RECORDS SHOWN: Begin

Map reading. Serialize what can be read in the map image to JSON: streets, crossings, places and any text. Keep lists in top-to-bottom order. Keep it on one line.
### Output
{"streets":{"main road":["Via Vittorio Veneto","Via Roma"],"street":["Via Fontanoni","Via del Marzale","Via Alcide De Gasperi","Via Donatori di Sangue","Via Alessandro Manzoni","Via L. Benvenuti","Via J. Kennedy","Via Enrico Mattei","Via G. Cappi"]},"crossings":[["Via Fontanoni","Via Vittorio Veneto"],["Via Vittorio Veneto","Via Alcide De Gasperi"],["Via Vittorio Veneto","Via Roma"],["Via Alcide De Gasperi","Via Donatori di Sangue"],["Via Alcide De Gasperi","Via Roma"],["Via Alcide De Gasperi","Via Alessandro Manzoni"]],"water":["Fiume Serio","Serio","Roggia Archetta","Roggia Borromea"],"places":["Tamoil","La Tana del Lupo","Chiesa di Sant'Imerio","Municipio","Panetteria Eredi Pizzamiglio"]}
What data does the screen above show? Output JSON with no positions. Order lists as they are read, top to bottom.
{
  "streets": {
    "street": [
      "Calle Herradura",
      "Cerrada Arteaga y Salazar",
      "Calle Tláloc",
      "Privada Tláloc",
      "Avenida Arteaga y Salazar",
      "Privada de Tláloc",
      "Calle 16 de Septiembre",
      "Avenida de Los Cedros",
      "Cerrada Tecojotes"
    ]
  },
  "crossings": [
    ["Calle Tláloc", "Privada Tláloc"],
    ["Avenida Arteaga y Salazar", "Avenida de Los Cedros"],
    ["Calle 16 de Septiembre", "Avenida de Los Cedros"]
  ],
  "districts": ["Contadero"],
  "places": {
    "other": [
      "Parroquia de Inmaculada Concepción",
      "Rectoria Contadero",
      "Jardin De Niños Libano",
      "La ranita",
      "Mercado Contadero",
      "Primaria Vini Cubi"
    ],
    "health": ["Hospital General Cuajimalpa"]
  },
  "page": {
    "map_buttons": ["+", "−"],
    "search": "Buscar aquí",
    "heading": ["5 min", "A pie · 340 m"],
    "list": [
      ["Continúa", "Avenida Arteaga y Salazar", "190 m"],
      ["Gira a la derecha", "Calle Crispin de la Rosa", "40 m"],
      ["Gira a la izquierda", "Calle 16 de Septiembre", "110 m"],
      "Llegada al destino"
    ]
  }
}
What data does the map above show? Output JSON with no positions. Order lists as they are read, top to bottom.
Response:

RECORDS SHOWN: End

## WORK REQUIRED
Your answer should consist of every entry, repeated exactly.

## ANSWER BOX
Map reading. Serialize what can be read in the map image to JSON: streets, crossings, places and any text. Keep lists in top-to-bottom order. Keep it on one line.
### Output
{"streets":{"main road":["Via Vittorio Veneto","Via Roma"],"street":["Via Fontanoni","Via del Marzale","Via Alcide De Gasperi","Via Donatori di Sangue","Via Alessandro Manzoni","Via L. Benvenuti","Via J. Kennedy","Via Enrico Mattei","Via G. Cappi"]},"crossings":[["Via Fontanoni","Via Vittorio Veneto"],["Via Vittorio Veneto","Via Alcide De Gasperi"],["Via Vittorio Veneto","Via Roma"],["Via Alcide De Gasperi","Via Donatori di Sangue"],["Via Alcide De Gasperi","Via Roma"],["Via Alcide De Gasperi","Via Alessandro Manzoni"]],"water":["Fiume Serio","Serio","Roggia Archetta","Roggia Borromea"],"places":["Tamoil","La Tana del Lupo","Chiesa di Sant'Imerio","Municipio","Panetteria Eredi Pizzamiglio"]}
What data does the screen above show? Output JSON with no positions. Order lists as they are read, top to bottom.
{
  "streets": {
    "street": [
      "Calle Herradura",
      "Cerrada Arteaga y Salazar",
      "Calle Tláloc",
      "Privada Tláloc",
      "Avenida Arteaga y Salazar",
      "Privada de Tláloc",
      "Calle 16 de Septiembre",
      "Avenida de Los Cedros",
      "Cerrada Tecojotes"
    ]
  },
  "crossings": [
    ["Calle Tláloc", "Privada Tláloc"],
    ["Avenida Arteaga y Salazar", "Avenida de Los Cedros"],
    ["Calle 16 de Septiembre", "Avenida de Los Cedros"]
  ],
  "districts": ["Contadero"],
  "places": {
    "other": [
      "Parroquia de Inmaculada Concepción",
      "Rectoria Contadero",
      "Jardin De Niños Libano",
      "La ranita",
      "Mercado Contadero",
      "Primaria Vini Cubi"
    ],
    "health": ["Hospital General Cuajimalpa"]
  },
  "page": {
    "map_buttons": ["+", "−"],
    "search": "Buscar aquí",
    "heading": ["5 min", "A pie · 340 m"],
    "list": [
      ["Continúa", "Avenida Arteaga y Salazar", "190 m"],
      ["Gira a la derecha", "Calle Crispin de la Rosa", "40 m"],
      ["Gira a la izquierda", "Calle 16 de Septiembre", "110 m"],
      "Llegada al destino"
    ]
  }
}
What data does the map above show? Output JSON with no positions. Order lists as they are read, top to bottom.
Response:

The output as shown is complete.